-------- Material for the task

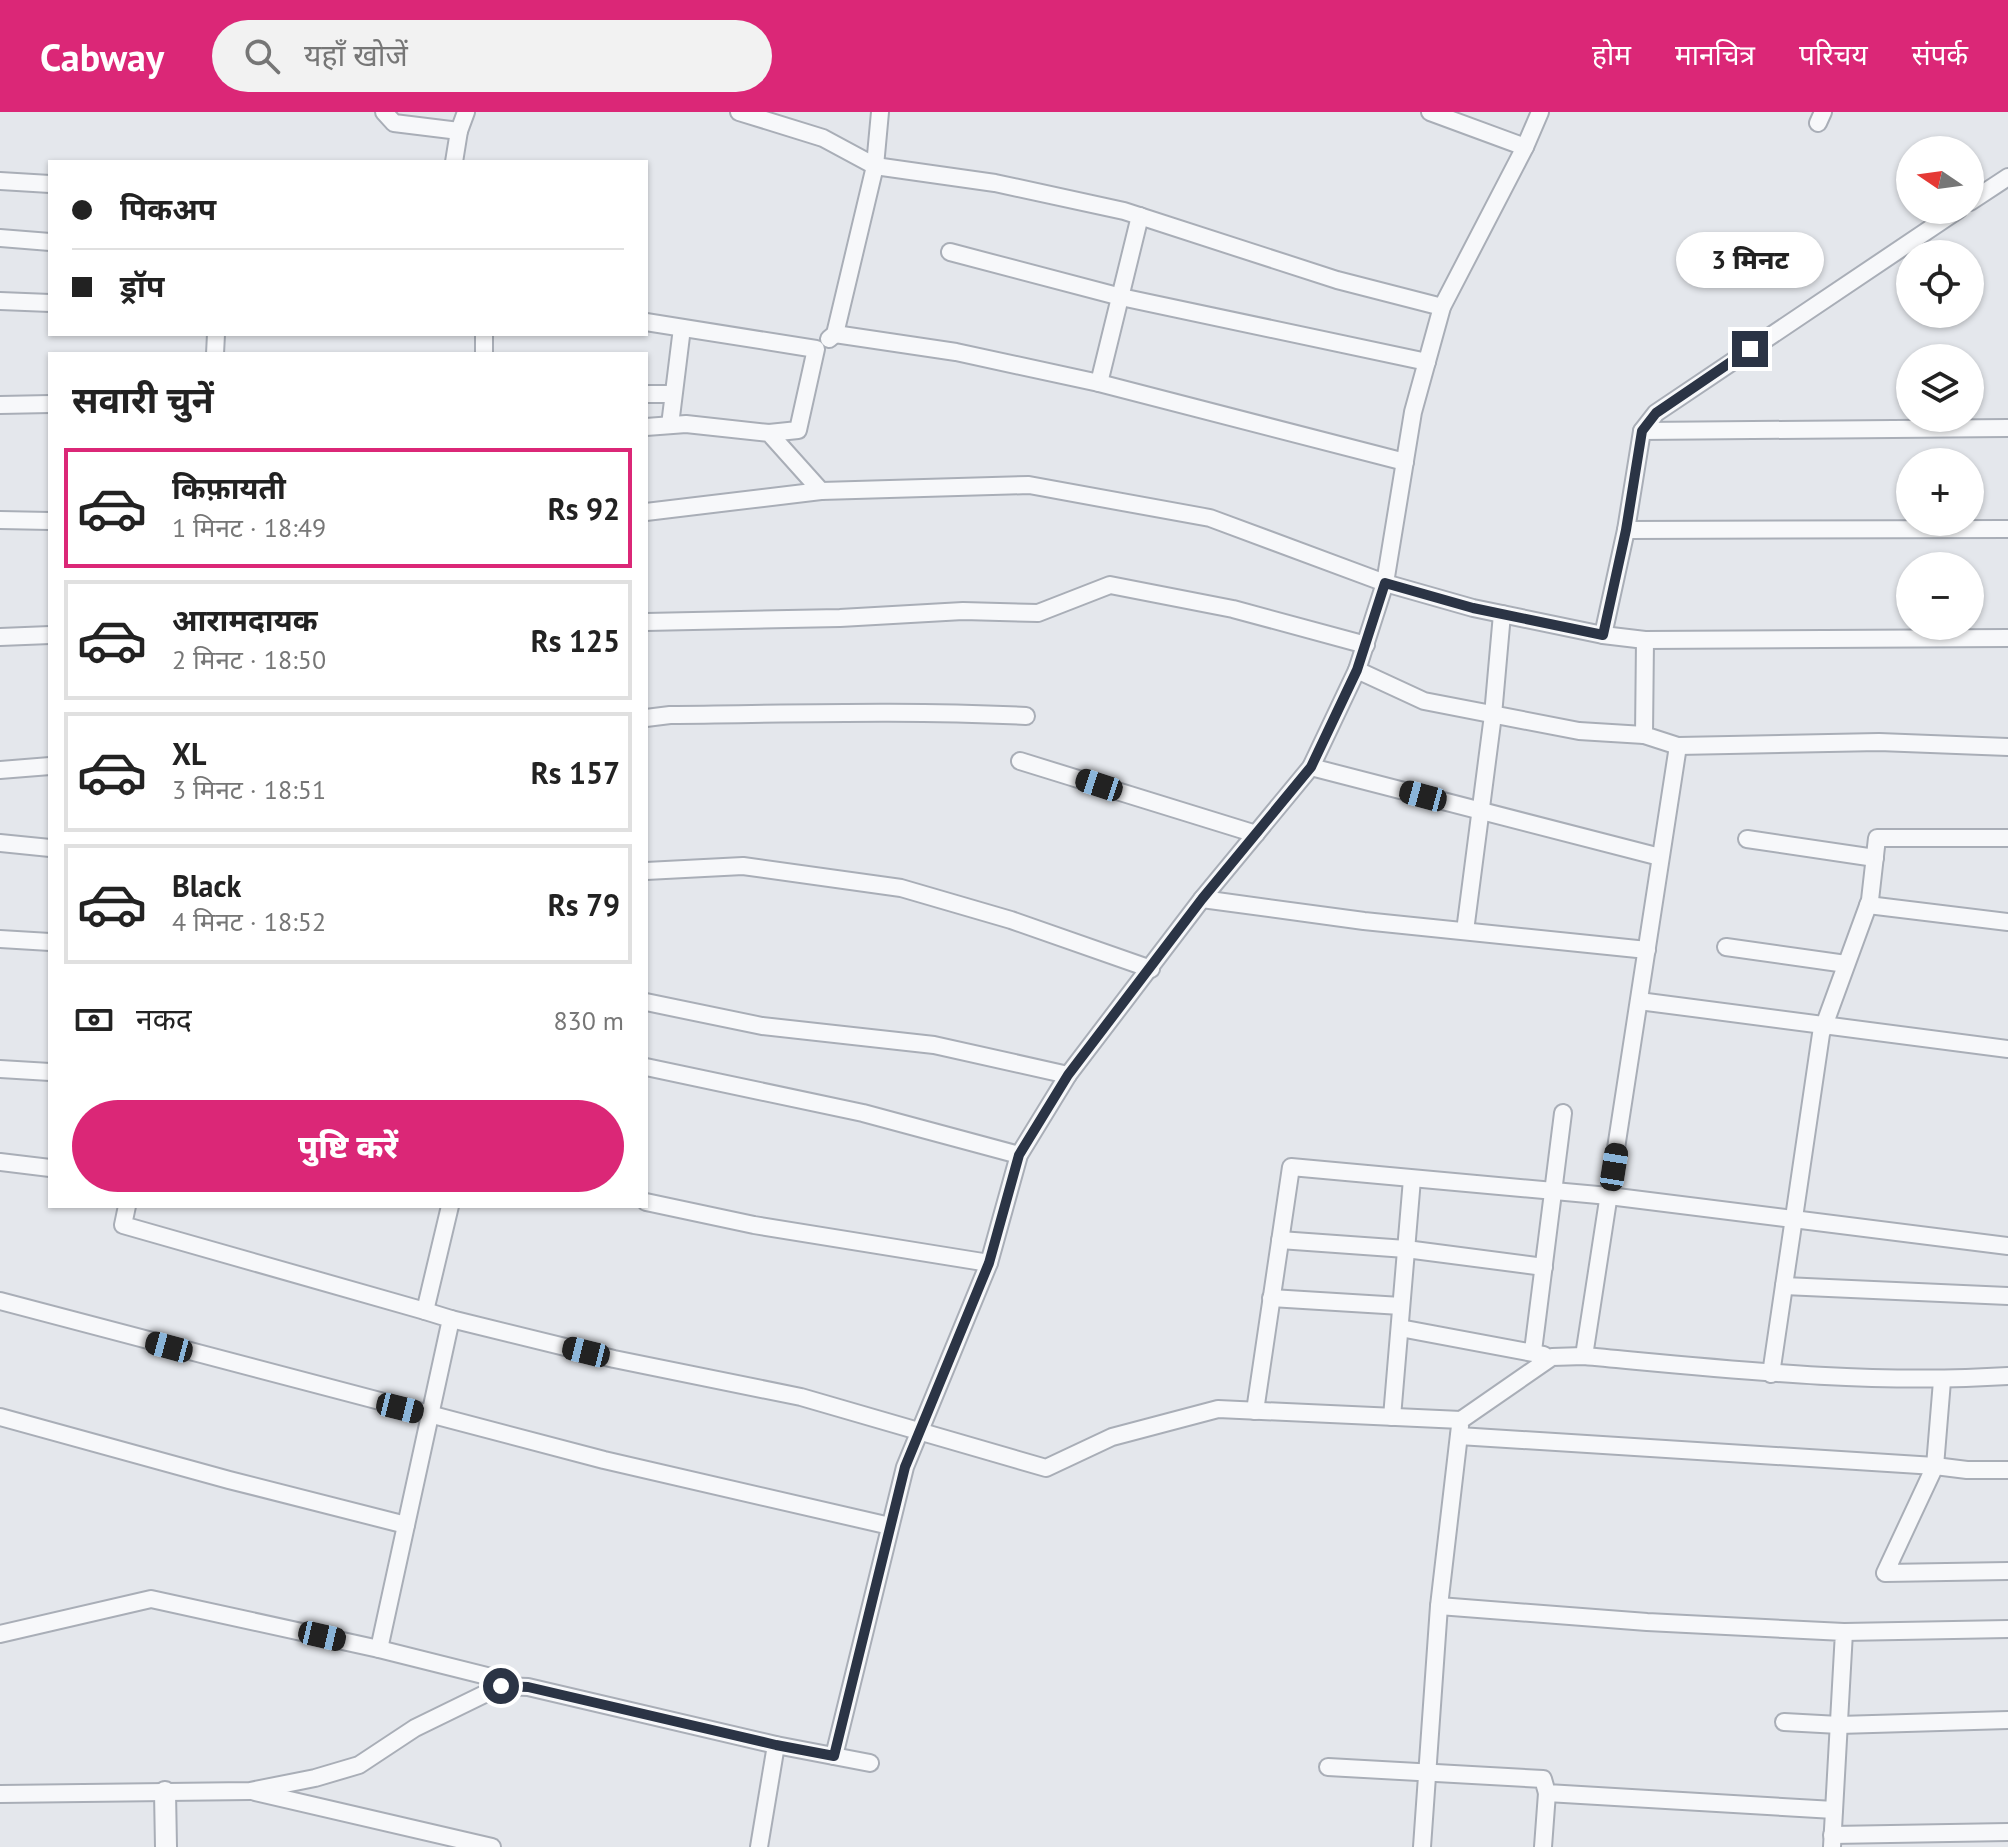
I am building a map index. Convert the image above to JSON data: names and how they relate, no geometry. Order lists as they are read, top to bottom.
{
  "north": "left",
  "page": {
    "header": "Cabway",
    "search": "यहाँ खोजें",
    "nav": [
      "होम",
      "मानचित्र",
      "परिचय",
      "संपर्क"
    ],
    "map_buttons": ["+", "−"],
    "banner": ["पिकअप", "ड्रॉप"],
    "bubble": "3 मिनट",
    "heading": "सवारी चुनें",
    "list": [
      {
        "name": "किफ़ायती",
        "note": "1 मिनट · 18:49",
        "value": "Rs 92"
      },
      {
        "name": "आरामदायक",
        "note": "2 मिनट · 18:50",
        "value": "Rs 125"
      },
      {
        "name": "XL",
        "note": "3 मिनट · 18:51",
        "value": "Rs 157"
      },
      {
        "name": "Black",
        "note": "4 मिनट · 18:52",
        "value": "Rs 79"
      }
    ],
    "pay": ["नकद", "830 m"],
    "buttons": "पुष्टि करें"
  }
}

----------------

→ **Work item**: Leave out the pictures and set down all of the data exactly.

→ **Reply**:
I am building a map index. Convert the image above to JSON data: names and how they relate, no geometry. Order lists as they are read, top to bottom.
{
  "north": "left",
  "page": {
    "header": "Cabway",
    "search": "यहाँ खोजें",
    "nav": [
      "होम",
      "मानचित्र",
      "परिचय",
      "संपर्क"
    ],
    "map_buttons": ["+", "−"],
    "banner": ["पिकअप", "ड्रॉप"],
    "bubble": "3 मिनट",
    "heading": "सवारी चुनें",
    "list": [
      {
        "name": "किफ़ायती",
        "note": "1 मिनट · 18:49",
        "value": "Rs 92"
      },
      {
        "name": "आरामदायक",
        "note": "2 मिनट · 18:50",
        "value": "Rs 125"
      },
      {
        "name": "XL",
        "note": "3 मिनट · 18:51",
        "value": "Rs 157"
      },
      {
        "name": "Black",
        "note": "4 मिनट · 18:52",
        "value": "Rs 79"
      }
    ],
    "pay": ["नकद", "830 m"],
    "buttons": "पुष्टि करें"
  }
}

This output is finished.